| Exercise input |

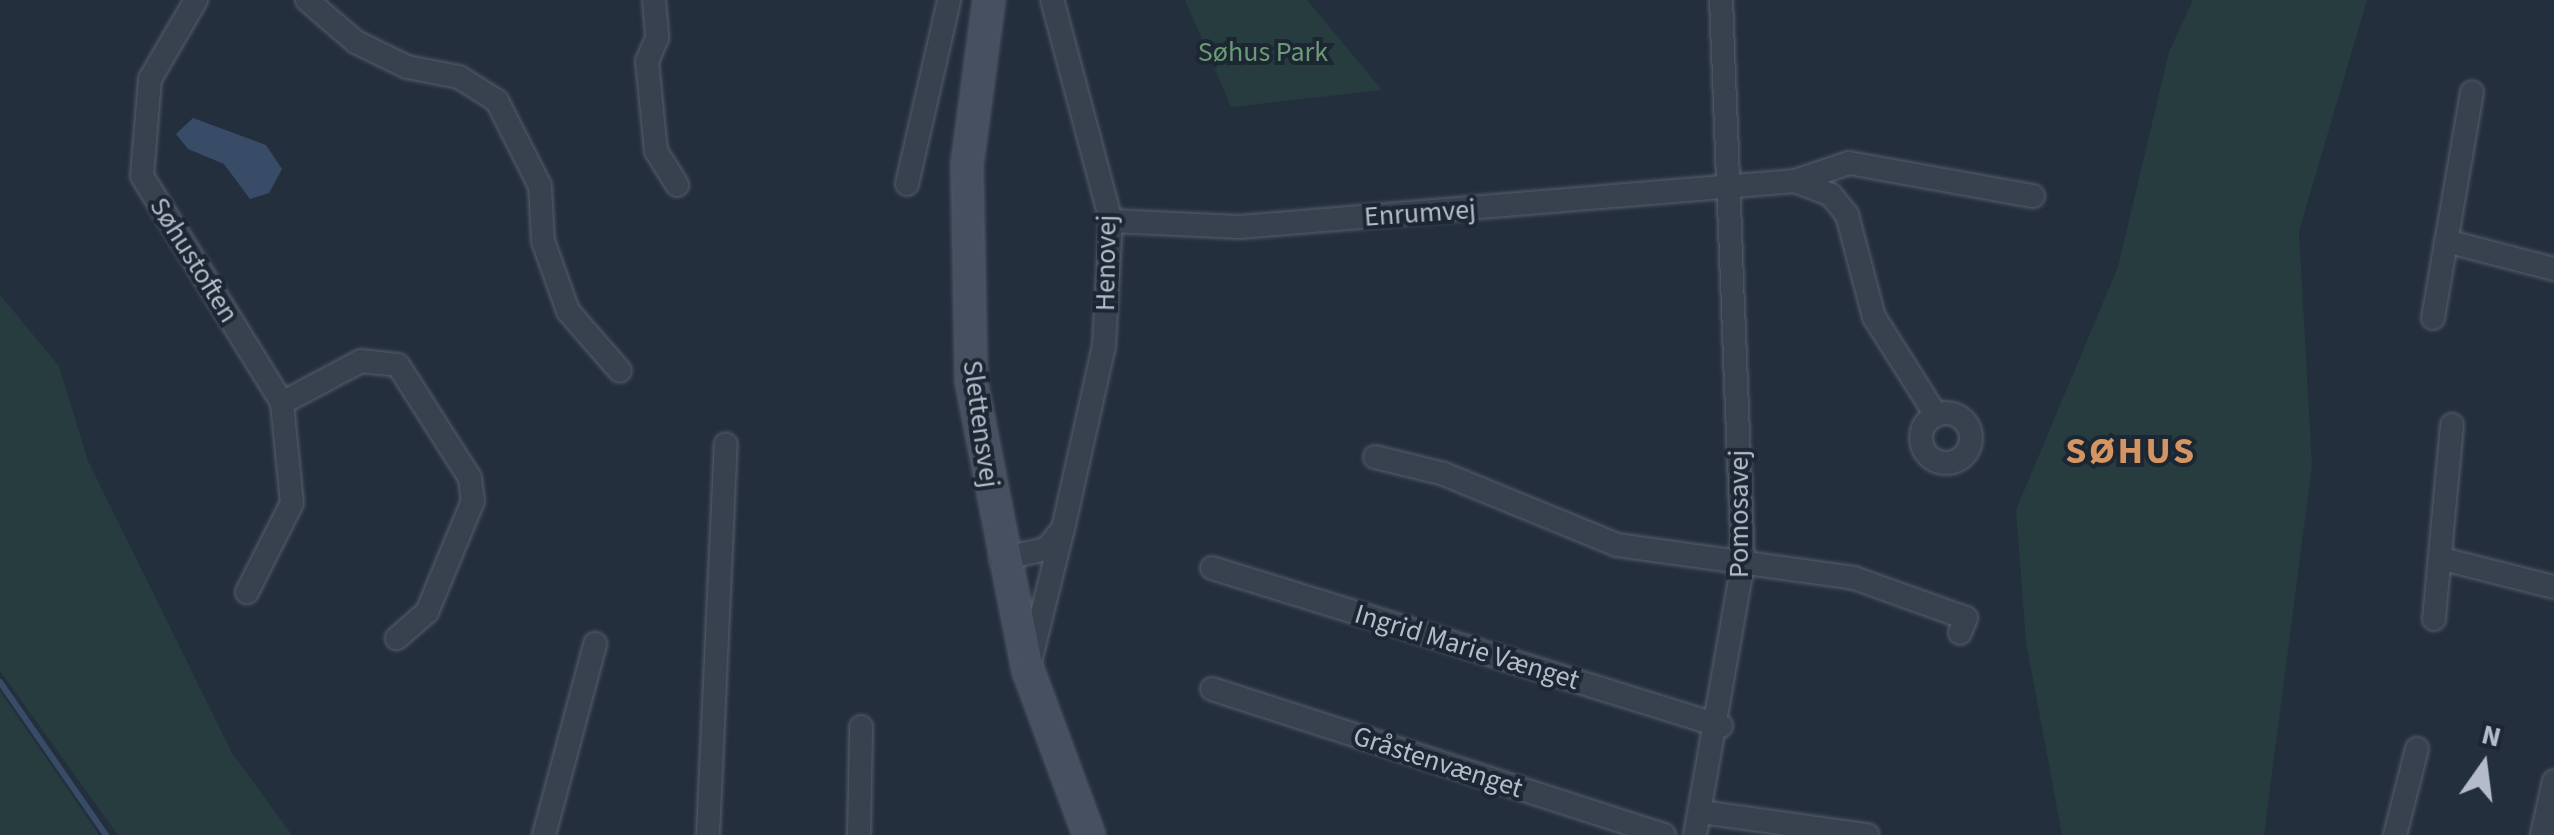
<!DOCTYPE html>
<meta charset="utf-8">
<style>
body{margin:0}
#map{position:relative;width:2554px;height:835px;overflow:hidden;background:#242f3e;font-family:"Source Sans 3",sans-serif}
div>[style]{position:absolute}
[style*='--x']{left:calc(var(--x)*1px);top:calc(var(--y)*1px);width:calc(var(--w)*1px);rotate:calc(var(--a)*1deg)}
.green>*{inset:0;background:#263c3f}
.water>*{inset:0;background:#394c67}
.stream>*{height:6px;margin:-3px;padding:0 3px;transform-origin:3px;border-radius:3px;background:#394c67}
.roads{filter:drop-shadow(0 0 2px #565f6c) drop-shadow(0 0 2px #565f6c)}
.street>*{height:22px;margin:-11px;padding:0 11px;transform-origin:11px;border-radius:11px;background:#38414e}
.street>.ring{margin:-11px;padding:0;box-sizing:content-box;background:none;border:22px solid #38414e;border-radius:50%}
.secondary>*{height:30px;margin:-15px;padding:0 15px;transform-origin:15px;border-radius:15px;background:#465061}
span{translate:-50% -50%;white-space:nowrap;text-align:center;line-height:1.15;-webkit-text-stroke:8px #1d2633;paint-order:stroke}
.park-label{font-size:28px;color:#6b9a76}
.street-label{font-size:28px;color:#b4bcc9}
.district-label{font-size:38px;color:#d59563;font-weight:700;letter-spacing:2.5px}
.north{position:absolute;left:2434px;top:715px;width:100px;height:100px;-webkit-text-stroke:8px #1d2633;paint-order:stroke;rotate:14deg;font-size:28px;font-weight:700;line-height:40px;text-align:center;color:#b4bcc9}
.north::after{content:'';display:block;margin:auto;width:35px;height:45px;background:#b4bcc9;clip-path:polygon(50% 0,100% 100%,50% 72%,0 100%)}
</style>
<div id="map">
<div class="green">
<i style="clip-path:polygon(1185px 0,1307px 0,1382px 90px,1231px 107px)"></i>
<i style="clip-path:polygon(2193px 0,2367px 0,2299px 231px,2312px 465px,2264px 835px,2062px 835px,2026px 642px,2016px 510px,2118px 267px,2169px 52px)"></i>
<i style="clip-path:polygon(0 295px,59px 366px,88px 461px,232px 753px,292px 835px,118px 835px,0 671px)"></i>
<i style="clip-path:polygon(0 691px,99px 835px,0 835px)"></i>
</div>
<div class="water">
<i style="clip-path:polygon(193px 118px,266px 145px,282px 169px,269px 193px,250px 199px,224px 164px,188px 149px,176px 134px)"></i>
</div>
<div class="stream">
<i style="--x:0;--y:682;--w:186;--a:55.3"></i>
</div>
<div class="roads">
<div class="street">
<i style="--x:196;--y:0;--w:91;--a:120.2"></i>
<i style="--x:150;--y:79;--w:97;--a:94.7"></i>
<i style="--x:142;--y:176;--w:267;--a:58.3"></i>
<i style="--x:282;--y:403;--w:100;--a:84.3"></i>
<i style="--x:292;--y:503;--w:100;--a:116.8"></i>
<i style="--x:307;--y:0;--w:65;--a:40.6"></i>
<i style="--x:356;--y:42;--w:57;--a:26.1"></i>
<i style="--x:407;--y:67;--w:53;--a:10.9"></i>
<i style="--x:459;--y:77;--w:45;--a:32.3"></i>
<i style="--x:497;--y:101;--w:95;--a:63.2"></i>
<i style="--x:540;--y:186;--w:55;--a:86.9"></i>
<i style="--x:543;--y:241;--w:74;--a:70.3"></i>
<i style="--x:568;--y:311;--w:79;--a:49.1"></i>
<i style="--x:654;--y:0;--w:38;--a:85"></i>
<i style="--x:657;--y:38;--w:25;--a:113"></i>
<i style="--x:647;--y:61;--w:90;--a:84.3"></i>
<i style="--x:656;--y:151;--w:40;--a:58"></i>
<i style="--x:1795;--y:181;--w:57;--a:-18.4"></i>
<i style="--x:1849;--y:163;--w:187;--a:10.2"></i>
<i style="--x:907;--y:184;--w:189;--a:-77.1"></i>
<i style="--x:1111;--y:221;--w:129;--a:2.7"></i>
<i style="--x:1240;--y:227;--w:557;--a:-4.74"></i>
<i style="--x:1795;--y:181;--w:39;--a:21"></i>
<i style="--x:1831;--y:195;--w:26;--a:51"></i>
<i style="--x:1847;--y:215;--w:106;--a:75.2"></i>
<i style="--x:1874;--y:317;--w:116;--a:57.7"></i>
<i style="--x:2446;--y:241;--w:112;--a:14.5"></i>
<i style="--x:2433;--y:318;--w:229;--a:-80.2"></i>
<i style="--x:282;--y:403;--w:89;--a:-28"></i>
<i style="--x:361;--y:361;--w:37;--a:6"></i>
<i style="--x:398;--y:365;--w:134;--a:57.5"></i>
<i style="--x:470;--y:478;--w:23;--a:83"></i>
<i style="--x:473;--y:501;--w:120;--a:112.5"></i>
<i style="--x:427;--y:612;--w:40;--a:139"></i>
<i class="ring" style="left:1921px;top:413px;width:28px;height:28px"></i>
<i style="--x:1375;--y:457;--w:71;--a:13.8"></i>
<i style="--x:1444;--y:474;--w:187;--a:22.3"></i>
<i style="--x:1617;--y:545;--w:239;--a:7.9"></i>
<i style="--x:1854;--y:578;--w:119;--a:19.7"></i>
<i style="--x:1966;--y:618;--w:16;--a:112"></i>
<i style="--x:1001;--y:559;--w:46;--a:-12.5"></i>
<i style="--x:1046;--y:549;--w:26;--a:-50"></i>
<i style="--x:1063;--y:529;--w:188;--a:-77.4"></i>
<i style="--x:1104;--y:346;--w:125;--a:-86.8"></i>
<i style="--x:1111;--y:221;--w:229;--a:-104.9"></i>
<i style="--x:2443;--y:559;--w:114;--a:14.2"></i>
<i style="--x:1212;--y:568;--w:533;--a:17.24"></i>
<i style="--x:2434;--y:619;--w:195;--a:-84.7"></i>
<i style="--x:1030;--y:662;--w:133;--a:-76.1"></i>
<i style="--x:1212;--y:689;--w:475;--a:17.9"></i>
<i style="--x:1701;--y:812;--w:168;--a:7.9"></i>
<i style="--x:544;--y:835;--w:198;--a:-75"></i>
<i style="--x:708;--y:835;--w:391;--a:-87.4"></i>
<i style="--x:859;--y:835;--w:108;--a:-88.9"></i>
<i style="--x:1695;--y:835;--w:277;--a:-80"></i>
<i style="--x:1743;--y:562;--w:562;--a:-92.24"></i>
<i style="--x:2395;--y:835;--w:89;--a:-75.7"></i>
<i style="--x:2542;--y:835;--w:55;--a:-77.5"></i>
</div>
<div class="secondary">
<i style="--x:989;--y:0;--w:165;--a:97.6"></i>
<i style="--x:967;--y:164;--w:216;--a:88.9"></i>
<i style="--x:971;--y:380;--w:296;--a:78.9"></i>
<i style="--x:1028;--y:670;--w:176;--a:69.7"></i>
</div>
</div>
<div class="park-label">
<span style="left:1263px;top:52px">Søhus Park</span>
</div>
<div class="street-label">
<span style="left:1420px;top:213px;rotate:-4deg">Enrumvej</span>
<span style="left:194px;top:260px;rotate:58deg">Søhustoften</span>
<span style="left:1106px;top:263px;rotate:-89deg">Henovej</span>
<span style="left:981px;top:424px;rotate:82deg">Slettensvej</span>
<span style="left:1739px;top:514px;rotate:-90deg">Pomosavej</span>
<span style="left:1467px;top:647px;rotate:17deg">Ingrid Marie Vænget</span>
<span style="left:1438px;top:762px;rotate:18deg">Gråstenvænget</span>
</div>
<div class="district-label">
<span style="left:2131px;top:452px">SØHUS</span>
</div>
<div class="north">N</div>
</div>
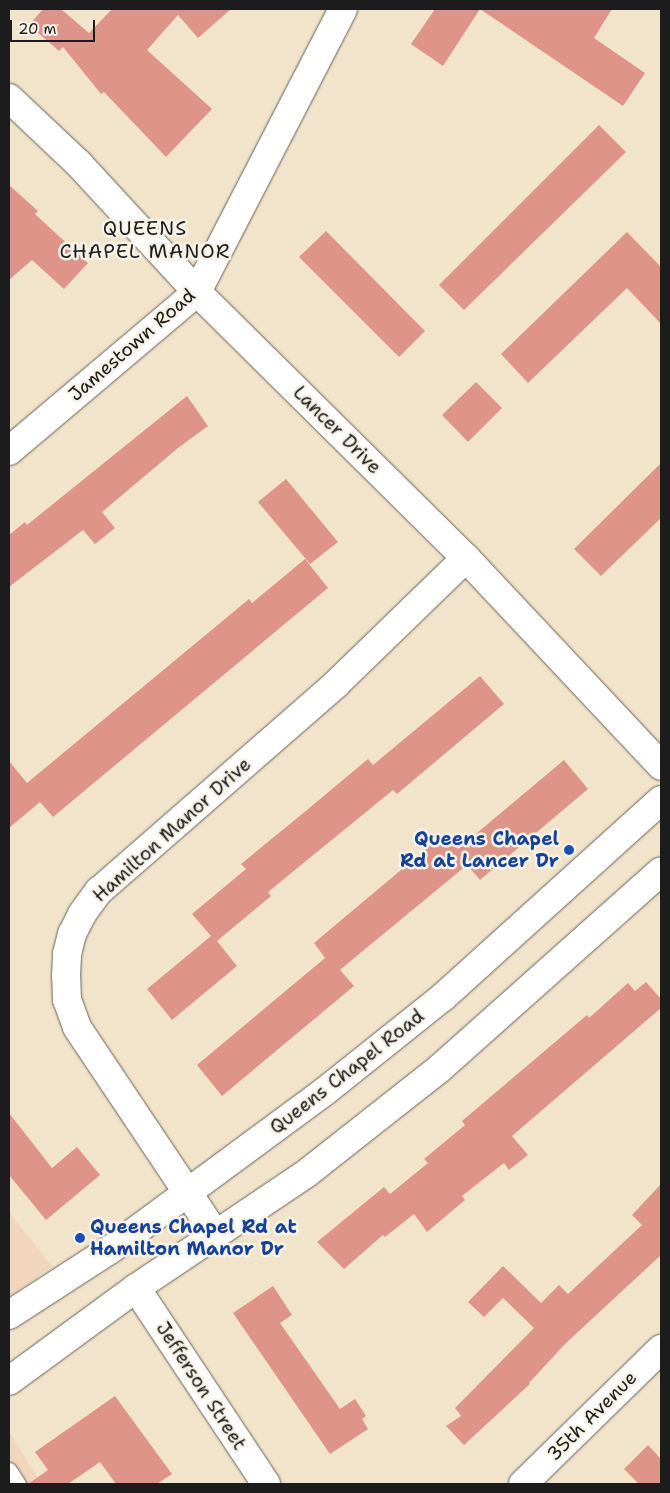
<!DOCTYPE html>
<style>
body{margin:0}
#map{position:relative;width:670px;height:1493px;overflow:hidden;background:#f2e4cb;font-family:"Shantell Sans",sans-serif}
div>[style]{position:absolute}
[style*='--x']{left:calc(var(--x)*1px);top:calc(var(--y)*1px);width:calc(var(--w)*1px);rotate:calc(var(--a)*1deg)}
.built>*{inset:0;background:#f1d5bd}
.building>*{inset:0;background:#de9489}
.roads{filter:drop-shadow(0 0 1px #676259) drop-shadow(0 0 1px #676259)}
.service>*{height:15px;margin:-7.5px;padding:0 7.5px;transform-origin:7.5px;border-radius:7.5px;background:#fff}
.minor>*{height:28px;margin:-14px;padding:0 14px;transform-origin:14px;border-radius:14px;background:#fff}
.primary>*{height:28px;margin:-14px;padding:0 14px;transform-origin:14px;border-radius:14px;background:#fff}
.dots>*{width:14px;height:14px;translate:-50% -50%;box-sizing:border-box;border:2px solid #f7f3e8;border-radius:50%}
span{translate:-50% -50%;white-space:nowrap;text-align:center;line-height:1.15;-webkit-text-stroke:5px #f7f3e8;paint-order:stroke}
.street-label{font-size:19px;color:#1c1c1c}
.transit-label{font-size:19px;color:#164399;font-weight:700}
.right{translate:-100% -50%;text-align:right}
.left{translate:0 -50%;text-align:left}
.neighbourhood-label{font-size:20px;color:#1c1c1c;letter-spacing:1px}
.frame{position:absolute;inset:0;border:10px solid #1c1c1c;pointer-events:none}
.scale{position:absolute;left:10px;top:20px;width:85px;height:22px;box-sizing:border-box;border:2px solid #1c1c1c;border-top:0;padding-left:6px;font-size:15px;line-height:18px;white-space:nowrap;color:#1c1c1c;-webkit-text-stroke:4px #f7f3e8;paint-order:stroke}
</style>
<div id="map">
<div class="built">
<i style="clip-path:polygon(9px 1212px,52px 1266px,9px 1297px)"></i>
<i style="clip-path:polygon(9px 1432px,42px 1484px,9px 1484px)"></i>
</div>
<div class="building">
<i style="clip-path:polygon(43px 9px,61px 9px,89px 33px,112px 9px,231px 9px,198px 38px,178px 15px,147px 50px,212px 109px,166px 157px,104px 92px,101px 94px,63px 47px,59px 51px,29px 25px)"></i>
<i style="clip-path:polygon(435px 9px,612px 9px,594px 38px,645px 73px,623px 106px,480px 9px,443px 66px,411px 44px)"></i>
<i style="clip-path:polygon(599px 125px,626px 152px,464px 310px,439px 285px)"></i>
<i style="clip-path:polygon(9px 185px,38px 211px,35px 214px,88px 263px,64px 289px,32px 260px,9px 280px)"></i>
<i style="clip-path:polygon(326px 231px,425px 331px,399px 357px,299px 257px)"></i>
<i style="clip-path:polygon(627px 232px,661px 267px,661px 324px,627px 288px,528px 383px,501px 354px)"></i>
<i style="clip-path:polygon(476px 382px,502px 408px,468px 442px,442px 415px)"></i>
<i style="clip-path:polygon(187px 396px,208px 426px,178px 448px,102px 512px,115px 528px,95px 544px,83px 530px,9px 587px,9px 535px,25px 522px,27px 525px)"></i>
<i style="clip-path:polygon(661px 463px,661px 518px,601px 576px,574px 549px)"></i>
<i style="clip-path:polygon(286px 479px,338px 542px,310px 564px,258px 502px)"></i>
<i style="clip-path:polygon(305px 559px,328px 588px,53px 817px,40px 802px,9px 828px,9px 761px,27px 783px,249px 599px,252px 603px)"></i>
<i style="clip-path:polygon(480px 676px,504px 704px,397px 794px,393px 790px,268px 892px,271px 896px,217px 941px,237px 966px,172px 1020px,147px 989px,211px 936px,192px 914px,246px 869px,241px 864px,307px 810px,368px 759px,373px 765px)"></i>
<i style="clip-path:polygon(564px 760px,588px 789px,480px 880px,467px 865px,364px 950px,340px 970px,354px 986px,222px 1096px,197px 1065px,325px 958px,314px 943px,445px 833px,458px 849px)"></i>
<i style="clip-path:polygon(646px 982px,661px 999px,661px 1008px,512px 1136px,528px 1155px,509px 1170px,504px 1163px,462px 1196px,465px 1200px,427px 1232px,414px 1214px,385px 1237px,383px 1235px,344px 1269px,317px 1242px,384px 1187px,390px 1194px,428px 1163px,424px 1159px,465px 1125px,462px 1121px,587px 1015px,589px 1018px,628px 983px,635px 991px)"></i>
<i style="clip-path:polygon(9px 1113px,52px 1168px,77px 1147px,100px 1175px,46px 1220px,9px 1175px)"></i>
<i style="clip-path:polygon(661px 1184px,661px 1255px,565px 1344px,529px 1383px,530px 1384px,464px 1445px,446px 1426px,461px 1416px,455px 1408px,534px 1328px,503px 1298px,484px 1317px,468px 1302px,503px 1266px,541px 1303px,559px 1285px,568px 1294px,642px 1225px,632px 1215px)"></i>
<i style="clip-path:polygon(273px 1286px,292px 1315px,280px 1323px,340px 1409px,355px 1399px,366px 1416px,362px 1419px,368px 1429px,330px 1454px,233px 1313px)"></i>
<i style="clip-path:polygon(115px 1396px,172px 1474px,157px 1484px,116px 1484px,100px 1462px,68px 1484px,28px 1484px,48px 1470px,35px 1452px)"></i>
<i style="clip-path:polygon(648px 1445px,661px 1459px,661px 1484px,639px 1484px,624px 1469px)"></i>
</div>
<div class="roads">
<div class="service">
<i style="--x:9;--y:1470;--w:17;--a:57"></i>
</div>
<div class="minor">
<i style="--x:9;--y:98;--w:96;--a:43.3"></i>
<i style="--x:79;--y:164;--w:174;--a:47.3"></i>
<i style="--x:197;--y:292;--w:378;--a:44.7"></i>
<i style="--x:466;--y:558;--w:285;--a:46.8"></i>
<i style="--x:9;--y:451;--w:246;--a:-40.2"></i>
<i style="--x:197;--y:292;--w:318;--a:-62.7"></i>
<i style="--x:216;--y:1235;--w:250;--a:-123.8"></i>
<i style="--x:77;--y:1027;--w:29;--a:-110"></i>
<i style="--x:67;--y:1000;--w:24;--a:-92"></i>
<i style="--x:66;--y:976;--w:22;--a:-87"></i>
<i style="--x:67;--y:954;--w:21;--a:-76"></i>
<i style="--x:72;--y:934;--w:22;--a:-63"></i>
<i style="--x:82;--y:914;--w:29;--a:-54"></i>
<i style="--x:99;--y:891;--w:315;--a:-41.1"></i>
<i style="--x:336;--y:684;--w:181;--a:-44.1"></i>
<i style="--x:136;--y:1288;--w:235;--a:56.4"></i>
<i style="--x:523;--y:1484;--w:193;--a:-44.4"></i>
</div>
<div class="primary">
<i style="--x:9;--y:1315;--w:121;--a:-32.9"></i>
<i style="--x:111;--y:1249;--w:265;--a:-36.4"></i>
<i style="--x:324;--y:1092;--w:152;--a:-38.6"></i>
<i style="--x:443;--y:997;--w:294;--a:-42.1"></i>
<i style="--x:9;--y:1381;--w:157;--a:-36.2"></i>
<i style="--x:136;--y:1288;--w:206;--a:-33.9"></i>
<i style="--x:307;--y:1173;--w:168;--a:-38.2"></i>
<i style="--x:439;--y:1069;--w:297;--a:-41.7"></i>
</div>
</div>
<div class="dots">
<i style="left:569px;top:850px;background:#1a4fb4"></i>
<i style="left:80px;top:1238px;background:#1a4fb4"></i>
</div>
<div class="street-label">
<span style="left:132px;top:345px;rotate:-41deg">Jamestown Road</span>
<span style="left:337px;top:430px;rotate:45deg">Lancer Drive</span>
<span style="left:172px;top:830px;rotate:-42deg">Hamilton Manor Drive</span>
<span style="left:347px;top:1072px;rotate:-38deg">Queens Chapel Road</span>
<span style="left:201px;top:1386px;rotate:57deg">Jefferson Street</span>
<span style="left:592px;top:1416px;rotate:-45deg">35th Avenue</span>
</div>
<div class="transit-label">
<span class="right" style="left:559px;top:850px">Queens Chapel<br>Rd at Lancer Dr</span>
<span class="left" style="left:90px;top:1238px">Queens Chapel Rd at<br>Hamilton Manor Dr</span>
</div>
<div class="neighbourhood-label">
<span style="left:145px;top:240px">QUEENS<br>CHAPEL MANOR</span>
</div>
<div class="frame"></div>
<div class="scale">20 m</div>
</div>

| Aim of the exercise |
Each line of the records above that holds the word "stream" should be counted, and only the final number stated.

| Output for this exercise |
2